> Directions for this task: Copy, exactly and without additions, every line in the records below from the one holding "position:relative; width:1209px; height:1500px;" through the one holding "height:4px; margin-top:-2px; transform-origin:0;", both ends included.

[Collected data entries]
= = =
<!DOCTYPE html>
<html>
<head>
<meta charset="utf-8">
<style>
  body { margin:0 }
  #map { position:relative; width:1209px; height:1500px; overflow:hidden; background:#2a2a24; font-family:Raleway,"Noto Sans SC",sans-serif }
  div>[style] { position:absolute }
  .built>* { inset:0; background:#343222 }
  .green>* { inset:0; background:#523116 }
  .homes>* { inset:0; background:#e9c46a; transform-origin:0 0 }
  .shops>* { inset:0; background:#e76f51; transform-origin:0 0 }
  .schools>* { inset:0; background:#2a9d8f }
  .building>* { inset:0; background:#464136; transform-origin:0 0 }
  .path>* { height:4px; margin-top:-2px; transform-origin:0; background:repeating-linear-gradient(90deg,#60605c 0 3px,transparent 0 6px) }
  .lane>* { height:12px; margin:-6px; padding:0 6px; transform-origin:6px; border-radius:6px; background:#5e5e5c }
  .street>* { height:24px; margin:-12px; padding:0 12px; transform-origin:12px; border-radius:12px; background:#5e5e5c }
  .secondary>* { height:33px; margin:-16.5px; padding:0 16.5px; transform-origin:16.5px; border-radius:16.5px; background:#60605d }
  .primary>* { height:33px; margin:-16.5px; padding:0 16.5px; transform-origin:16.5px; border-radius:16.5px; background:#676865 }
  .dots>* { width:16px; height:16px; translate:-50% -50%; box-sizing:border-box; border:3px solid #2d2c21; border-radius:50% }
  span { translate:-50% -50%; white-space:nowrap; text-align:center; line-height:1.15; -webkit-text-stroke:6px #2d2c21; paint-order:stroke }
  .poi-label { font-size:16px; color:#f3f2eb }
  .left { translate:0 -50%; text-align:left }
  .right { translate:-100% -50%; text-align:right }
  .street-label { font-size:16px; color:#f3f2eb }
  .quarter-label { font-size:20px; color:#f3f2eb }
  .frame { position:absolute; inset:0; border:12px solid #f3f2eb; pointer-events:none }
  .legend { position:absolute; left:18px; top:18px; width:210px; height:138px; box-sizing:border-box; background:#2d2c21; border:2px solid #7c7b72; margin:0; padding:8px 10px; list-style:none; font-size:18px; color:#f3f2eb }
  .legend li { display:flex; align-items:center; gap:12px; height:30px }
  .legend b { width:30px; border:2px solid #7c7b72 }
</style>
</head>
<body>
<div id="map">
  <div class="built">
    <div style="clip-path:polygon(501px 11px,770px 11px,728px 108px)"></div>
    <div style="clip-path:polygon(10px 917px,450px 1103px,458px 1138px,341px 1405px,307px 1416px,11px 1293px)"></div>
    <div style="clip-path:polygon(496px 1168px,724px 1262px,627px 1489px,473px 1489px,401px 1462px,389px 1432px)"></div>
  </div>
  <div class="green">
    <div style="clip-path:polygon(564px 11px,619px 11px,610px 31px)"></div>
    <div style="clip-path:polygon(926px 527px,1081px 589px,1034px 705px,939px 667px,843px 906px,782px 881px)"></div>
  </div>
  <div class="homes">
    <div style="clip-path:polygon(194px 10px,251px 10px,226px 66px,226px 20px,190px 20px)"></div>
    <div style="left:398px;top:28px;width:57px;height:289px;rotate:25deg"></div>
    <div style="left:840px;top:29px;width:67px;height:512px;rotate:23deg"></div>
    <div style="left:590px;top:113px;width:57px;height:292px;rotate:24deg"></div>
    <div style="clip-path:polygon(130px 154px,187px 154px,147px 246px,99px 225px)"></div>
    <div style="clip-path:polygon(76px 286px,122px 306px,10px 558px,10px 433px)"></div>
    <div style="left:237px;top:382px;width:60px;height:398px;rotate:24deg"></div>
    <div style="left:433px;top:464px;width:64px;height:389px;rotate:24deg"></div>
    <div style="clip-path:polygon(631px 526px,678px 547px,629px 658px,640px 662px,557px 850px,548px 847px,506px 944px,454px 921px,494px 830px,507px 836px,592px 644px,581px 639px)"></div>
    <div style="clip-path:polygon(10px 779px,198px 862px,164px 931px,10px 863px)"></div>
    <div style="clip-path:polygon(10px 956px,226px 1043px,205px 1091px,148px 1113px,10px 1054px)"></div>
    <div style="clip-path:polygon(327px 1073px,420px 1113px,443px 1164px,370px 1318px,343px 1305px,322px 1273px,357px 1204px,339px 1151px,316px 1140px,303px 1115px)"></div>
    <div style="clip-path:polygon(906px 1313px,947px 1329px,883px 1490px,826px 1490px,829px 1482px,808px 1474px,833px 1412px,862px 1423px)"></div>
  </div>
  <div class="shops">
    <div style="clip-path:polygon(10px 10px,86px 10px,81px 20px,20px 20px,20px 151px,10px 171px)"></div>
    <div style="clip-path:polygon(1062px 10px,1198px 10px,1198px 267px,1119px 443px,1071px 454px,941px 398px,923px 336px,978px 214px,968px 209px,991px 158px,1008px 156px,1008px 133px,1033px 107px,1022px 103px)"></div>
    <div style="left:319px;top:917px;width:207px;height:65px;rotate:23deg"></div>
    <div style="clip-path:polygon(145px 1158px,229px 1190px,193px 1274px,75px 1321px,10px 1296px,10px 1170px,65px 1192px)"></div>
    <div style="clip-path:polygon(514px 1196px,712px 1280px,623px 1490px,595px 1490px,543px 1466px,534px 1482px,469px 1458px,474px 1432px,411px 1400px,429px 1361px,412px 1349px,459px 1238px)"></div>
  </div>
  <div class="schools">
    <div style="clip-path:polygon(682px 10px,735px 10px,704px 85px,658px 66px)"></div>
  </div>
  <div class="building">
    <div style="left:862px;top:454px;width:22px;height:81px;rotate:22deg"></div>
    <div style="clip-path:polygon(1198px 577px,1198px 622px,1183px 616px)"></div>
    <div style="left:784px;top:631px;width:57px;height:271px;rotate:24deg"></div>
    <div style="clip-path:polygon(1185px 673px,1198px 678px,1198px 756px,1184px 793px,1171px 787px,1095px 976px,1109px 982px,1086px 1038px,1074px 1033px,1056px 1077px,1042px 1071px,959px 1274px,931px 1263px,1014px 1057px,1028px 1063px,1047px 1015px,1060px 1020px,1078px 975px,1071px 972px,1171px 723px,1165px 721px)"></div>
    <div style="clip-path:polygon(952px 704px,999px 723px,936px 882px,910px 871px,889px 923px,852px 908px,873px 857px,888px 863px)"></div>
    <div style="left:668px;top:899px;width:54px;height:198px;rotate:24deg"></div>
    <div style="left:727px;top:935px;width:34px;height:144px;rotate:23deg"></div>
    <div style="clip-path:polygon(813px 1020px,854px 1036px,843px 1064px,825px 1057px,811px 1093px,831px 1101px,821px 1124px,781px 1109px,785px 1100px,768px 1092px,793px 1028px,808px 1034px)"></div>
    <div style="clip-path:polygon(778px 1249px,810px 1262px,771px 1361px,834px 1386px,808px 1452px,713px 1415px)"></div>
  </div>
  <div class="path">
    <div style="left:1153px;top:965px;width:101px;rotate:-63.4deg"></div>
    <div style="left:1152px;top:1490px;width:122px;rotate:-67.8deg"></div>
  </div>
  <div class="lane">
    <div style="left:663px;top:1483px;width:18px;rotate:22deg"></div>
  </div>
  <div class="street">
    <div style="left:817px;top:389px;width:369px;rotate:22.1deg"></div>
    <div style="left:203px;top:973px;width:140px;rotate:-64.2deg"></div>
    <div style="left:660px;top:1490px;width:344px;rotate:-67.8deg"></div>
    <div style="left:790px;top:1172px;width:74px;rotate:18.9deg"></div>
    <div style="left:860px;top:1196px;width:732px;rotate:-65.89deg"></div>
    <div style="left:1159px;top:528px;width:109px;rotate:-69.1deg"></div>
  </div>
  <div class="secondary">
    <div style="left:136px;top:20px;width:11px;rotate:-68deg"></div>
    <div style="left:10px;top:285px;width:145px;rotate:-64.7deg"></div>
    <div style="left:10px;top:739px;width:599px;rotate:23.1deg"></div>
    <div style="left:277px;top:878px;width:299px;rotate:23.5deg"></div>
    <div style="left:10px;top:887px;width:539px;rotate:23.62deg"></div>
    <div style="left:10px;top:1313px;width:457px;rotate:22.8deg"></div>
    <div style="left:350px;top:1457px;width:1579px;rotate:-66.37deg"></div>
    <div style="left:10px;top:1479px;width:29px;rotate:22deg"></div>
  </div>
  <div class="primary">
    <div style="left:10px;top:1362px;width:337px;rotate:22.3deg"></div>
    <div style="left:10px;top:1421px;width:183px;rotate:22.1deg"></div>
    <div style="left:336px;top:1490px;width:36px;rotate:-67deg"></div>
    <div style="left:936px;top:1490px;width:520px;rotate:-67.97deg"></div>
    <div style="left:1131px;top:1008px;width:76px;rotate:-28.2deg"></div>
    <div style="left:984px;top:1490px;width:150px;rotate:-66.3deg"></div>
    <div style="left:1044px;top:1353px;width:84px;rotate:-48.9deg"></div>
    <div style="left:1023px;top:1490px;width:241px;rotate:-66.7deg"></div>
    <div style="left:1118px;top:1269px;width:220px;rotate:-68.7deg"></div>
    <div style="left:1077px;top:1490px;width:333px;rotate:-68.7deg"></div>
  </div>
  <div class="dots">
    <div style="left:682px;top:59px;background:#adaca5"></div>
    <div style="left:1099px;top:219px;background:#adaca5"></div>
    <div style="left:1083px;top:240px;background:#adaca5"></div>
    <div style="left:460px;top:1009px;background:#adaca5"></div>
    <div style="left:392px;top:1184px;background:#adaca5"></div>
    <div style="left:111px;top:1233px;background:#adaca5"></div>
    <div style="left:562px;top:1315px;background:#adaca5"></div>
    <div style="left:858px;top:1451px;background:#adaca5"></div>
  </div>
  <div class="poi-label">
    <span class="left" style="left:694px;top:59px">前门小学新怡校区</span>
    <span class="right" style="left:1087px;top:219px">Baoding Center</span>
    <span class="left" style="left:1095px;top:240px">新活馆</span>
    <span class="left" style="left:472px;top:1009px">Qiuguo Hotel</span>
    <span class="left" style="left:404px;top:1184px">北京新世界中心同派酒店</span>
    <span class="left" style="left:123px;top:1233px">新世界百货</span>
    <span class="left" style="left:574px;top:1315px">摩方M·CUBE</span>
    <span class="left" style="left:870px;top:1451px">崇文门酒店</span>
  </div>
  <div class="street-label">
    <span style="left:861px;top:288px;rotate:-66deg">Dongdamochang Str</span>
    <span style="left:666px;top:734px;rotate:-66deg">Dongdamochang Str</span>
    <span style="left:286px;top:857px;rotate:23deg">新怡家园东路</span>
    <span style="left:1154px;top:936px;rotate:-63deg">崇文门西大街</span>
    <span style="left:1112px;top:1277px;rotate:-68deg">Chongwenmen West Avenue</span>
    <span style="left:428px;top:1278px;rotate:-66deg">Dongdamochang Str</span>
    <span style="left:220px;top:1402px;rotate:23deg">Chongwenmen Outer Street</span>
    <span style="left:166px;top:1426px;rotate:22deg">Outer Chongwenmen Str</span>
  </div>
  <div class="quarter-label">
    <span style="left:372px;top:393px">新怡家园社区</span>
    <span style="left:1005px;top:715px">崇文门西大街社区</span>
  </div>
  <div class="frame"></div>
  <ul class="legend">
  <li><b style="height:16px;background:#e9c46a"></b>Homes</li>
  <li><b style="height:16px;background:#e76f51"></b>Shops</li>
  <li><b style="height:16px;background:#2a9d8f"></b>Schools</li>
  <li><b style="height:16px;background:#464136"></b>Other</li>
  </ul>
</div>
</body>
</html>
= = =
> Response box:
  #map { position:relative; width:1209px; height:1500px; overflow:hidden; background:#2a2a24; font-family:Raleway,"Noto Sans SC",sans-serif }
  div>[style] { position:absolute }
  .built>* { inset:0; background:#343222 }
  .green>* { inset:0; background:#523116 }
  .homes>* { inset:0; background:#e9c46a; transform-origin:0 0 }
  .shops>* { inset:0; background:#e76f51; transform-origin:0 0 }
  .schools>* { inset:0; background:#2a9d8f }
  .building>* { inset:0; background:#464136; transform-origin:0 0 }
  .path>* { height:4px; margin-top:-2px; transform-origin:0; background:repeating-linear-gradient(90deg,#60605c 0 3px,transparent 0 6px) }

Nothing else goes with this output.